> **Stored data entries**:
++++++
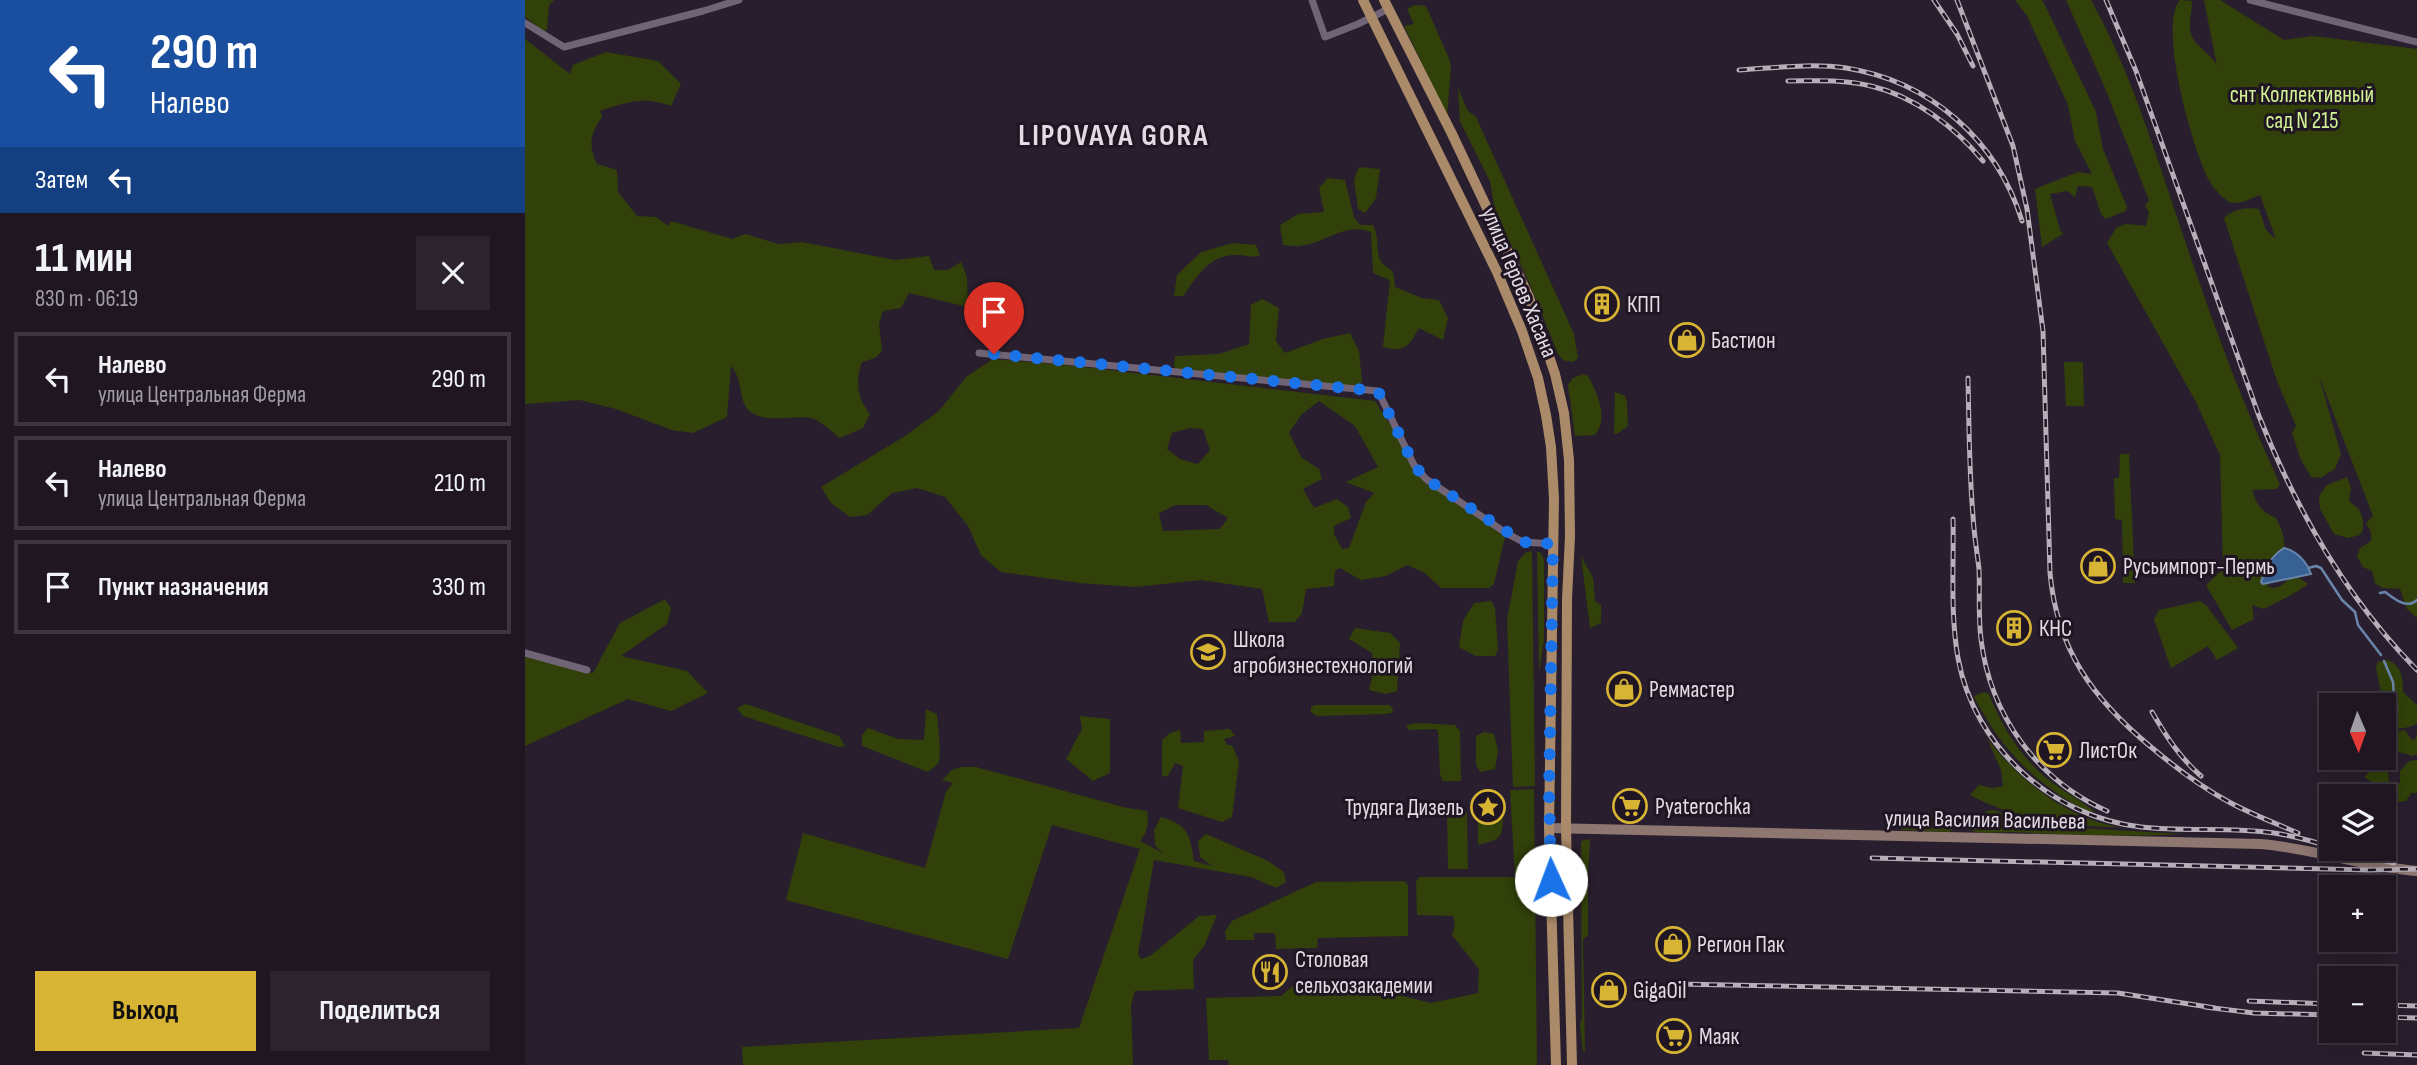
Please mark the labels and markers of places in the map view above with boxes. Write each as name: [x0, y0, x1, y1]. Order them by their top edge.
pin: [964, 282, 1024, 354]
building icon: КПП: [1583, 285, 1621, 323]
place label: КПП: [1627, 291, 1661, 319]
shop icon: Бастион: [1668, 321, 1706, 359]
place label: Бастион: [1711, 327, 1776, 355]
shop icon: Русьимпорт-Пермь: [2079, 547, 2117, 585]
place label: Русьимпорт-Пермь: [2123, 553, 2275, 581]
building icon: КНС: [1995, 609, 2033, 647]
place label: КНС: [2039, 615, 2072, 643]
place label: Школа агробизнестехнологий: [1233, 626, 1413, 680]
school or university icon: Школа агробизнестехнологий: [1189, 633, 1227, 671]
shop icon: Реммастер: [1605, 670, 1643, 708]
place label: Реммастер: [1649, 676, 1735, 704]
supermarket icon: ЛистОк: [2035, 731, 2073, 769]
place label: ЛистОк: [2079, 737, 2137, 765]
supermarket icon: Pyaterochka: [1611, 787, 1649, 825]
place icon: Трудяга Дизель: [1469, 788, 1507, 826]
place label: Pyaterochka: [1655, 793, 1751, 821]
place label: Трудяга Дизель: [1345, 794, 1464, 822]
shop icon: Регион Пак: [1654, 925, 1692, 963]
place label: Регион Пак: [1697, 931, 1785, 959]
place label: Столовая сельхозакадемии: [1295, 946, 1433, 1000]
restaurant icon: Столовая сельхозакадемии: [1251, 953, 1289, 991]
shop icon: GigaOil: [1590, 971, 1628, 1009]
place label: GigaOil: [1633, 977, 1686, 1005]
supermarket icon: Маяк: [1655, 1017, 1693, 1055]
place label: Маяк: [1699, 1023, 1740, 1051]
++++++
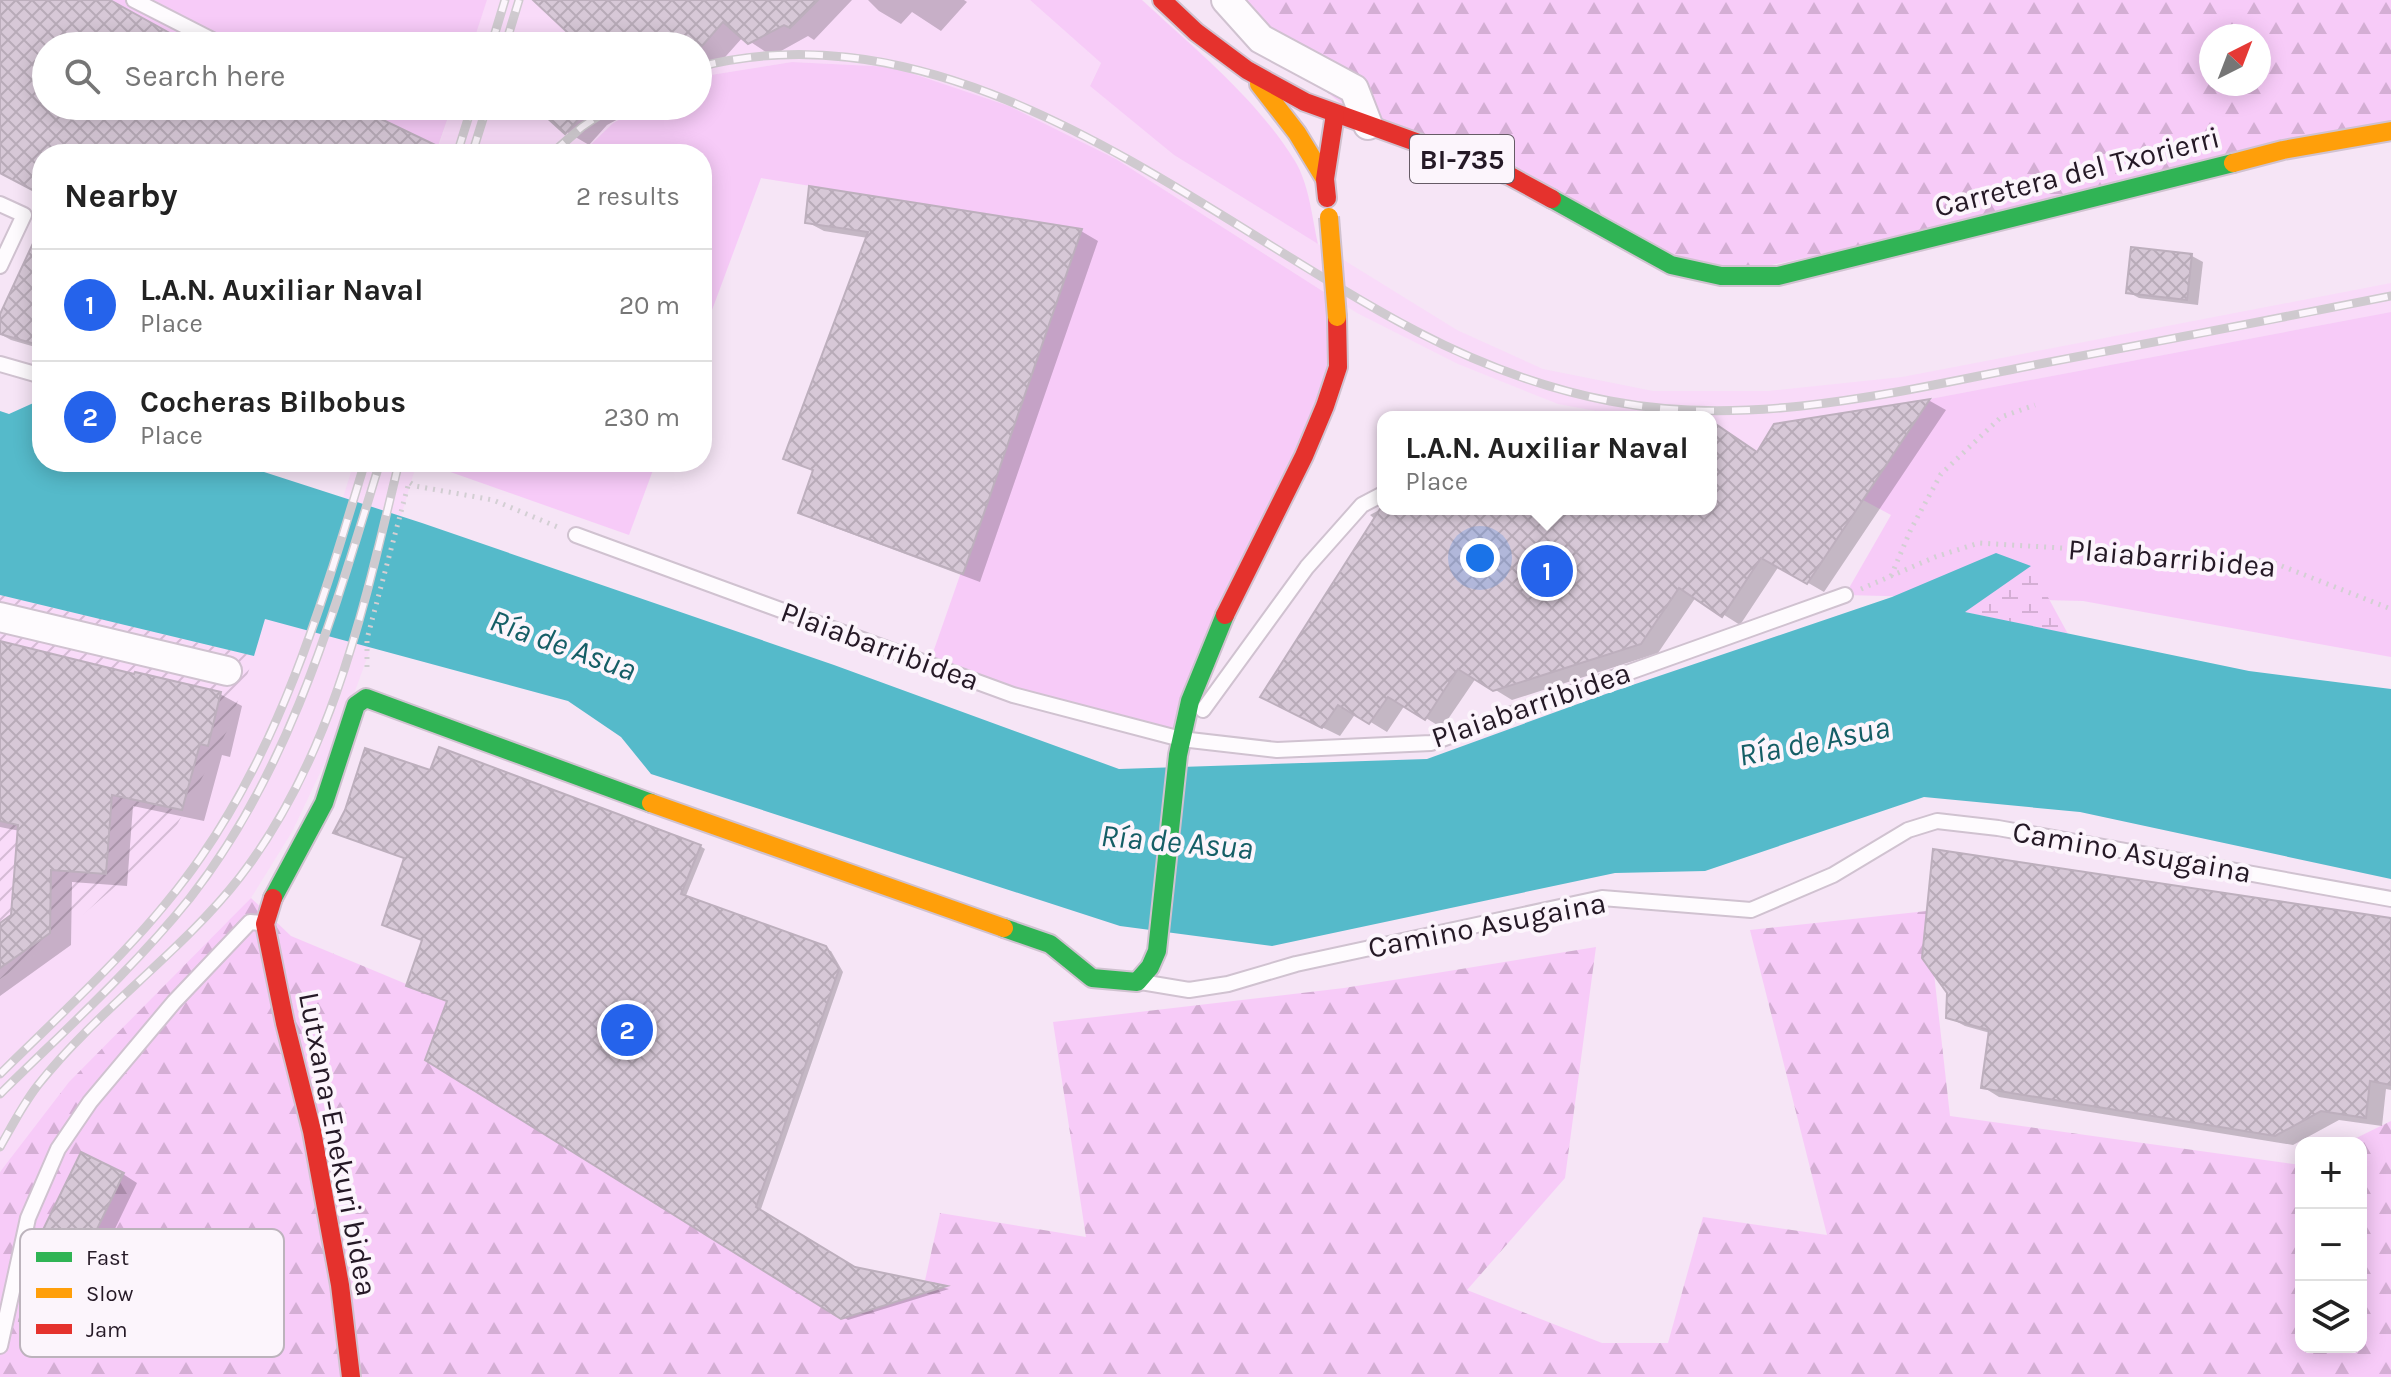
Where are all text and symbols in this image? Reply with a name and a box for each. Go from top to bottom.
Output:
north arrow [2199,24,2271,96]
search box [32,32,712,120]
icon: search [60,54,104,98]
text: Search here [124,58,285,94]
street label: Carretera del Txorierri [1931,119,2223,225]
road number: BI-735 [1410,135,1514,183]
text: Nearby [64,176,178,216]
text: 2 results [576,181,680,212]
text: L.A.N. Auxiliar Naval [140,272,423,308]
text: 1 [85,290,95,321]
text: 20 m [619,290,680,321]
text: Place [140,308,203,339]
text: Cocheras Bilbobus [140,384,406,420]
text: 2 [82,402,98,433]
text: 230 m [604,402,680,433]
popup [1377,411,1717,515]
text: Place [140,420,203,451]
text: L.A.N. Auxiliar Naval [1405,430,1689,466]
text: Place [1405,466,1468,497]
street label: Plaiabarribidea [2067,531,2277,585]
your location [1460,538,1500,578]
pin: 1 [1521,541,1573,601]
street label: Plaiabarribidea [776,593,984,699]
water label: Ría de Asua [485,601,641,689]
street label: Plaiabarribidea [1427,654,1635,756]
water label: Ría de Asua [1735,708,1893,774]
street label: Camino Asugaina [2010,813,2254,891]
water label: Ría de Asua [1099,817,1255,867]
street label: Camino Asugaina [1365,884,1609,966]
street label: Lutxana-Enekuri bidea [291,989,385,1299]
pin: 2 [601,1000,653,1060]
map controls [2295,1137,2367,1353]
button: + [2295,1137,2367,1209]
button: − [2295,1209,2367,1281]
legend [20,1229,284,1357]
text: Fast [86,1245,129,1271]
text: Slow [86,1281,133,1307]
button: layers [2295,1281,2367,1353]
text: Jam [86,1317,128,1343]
++++++
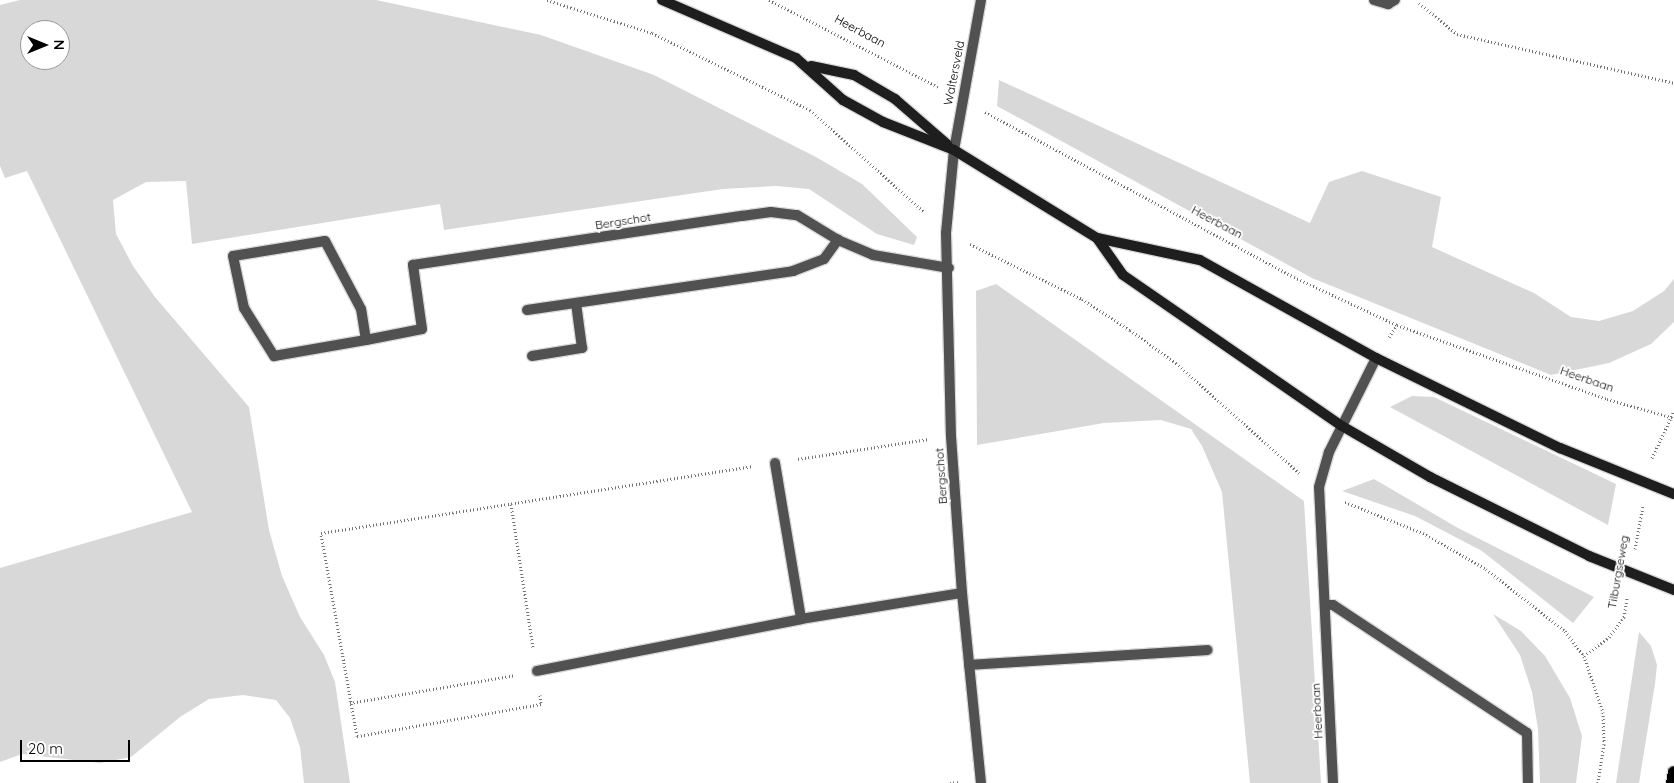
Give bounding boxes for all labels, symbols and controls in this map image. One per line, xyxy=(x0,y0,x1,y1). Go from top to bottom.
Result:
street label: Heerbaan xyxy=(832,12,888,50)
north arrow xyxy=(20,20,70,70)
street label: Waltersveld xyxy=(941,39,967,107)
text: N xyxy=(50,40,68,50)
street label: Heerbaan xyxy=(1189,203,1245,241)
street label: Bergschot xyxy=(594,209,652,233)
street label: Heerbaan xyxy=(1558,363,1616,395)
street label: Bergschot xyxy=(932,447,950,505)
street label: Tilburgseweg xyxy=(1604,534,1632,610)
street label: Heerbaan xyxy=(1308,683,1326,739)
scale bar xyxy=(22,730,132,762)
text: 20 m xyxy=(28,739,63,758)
++++++
> **TO DO**:
Check each line above for the string "symbols" and copy the ones that have it.

> **YOUR RESPONSE**:
Where are all text and symbols in this image? Reply with a name and a box for each. Go from top to bottom.
Give bounding boxes for all labels, symbols and controls in this map image. One per line, xyxy=(x0,y0,x1,y1). Go from top to bottom.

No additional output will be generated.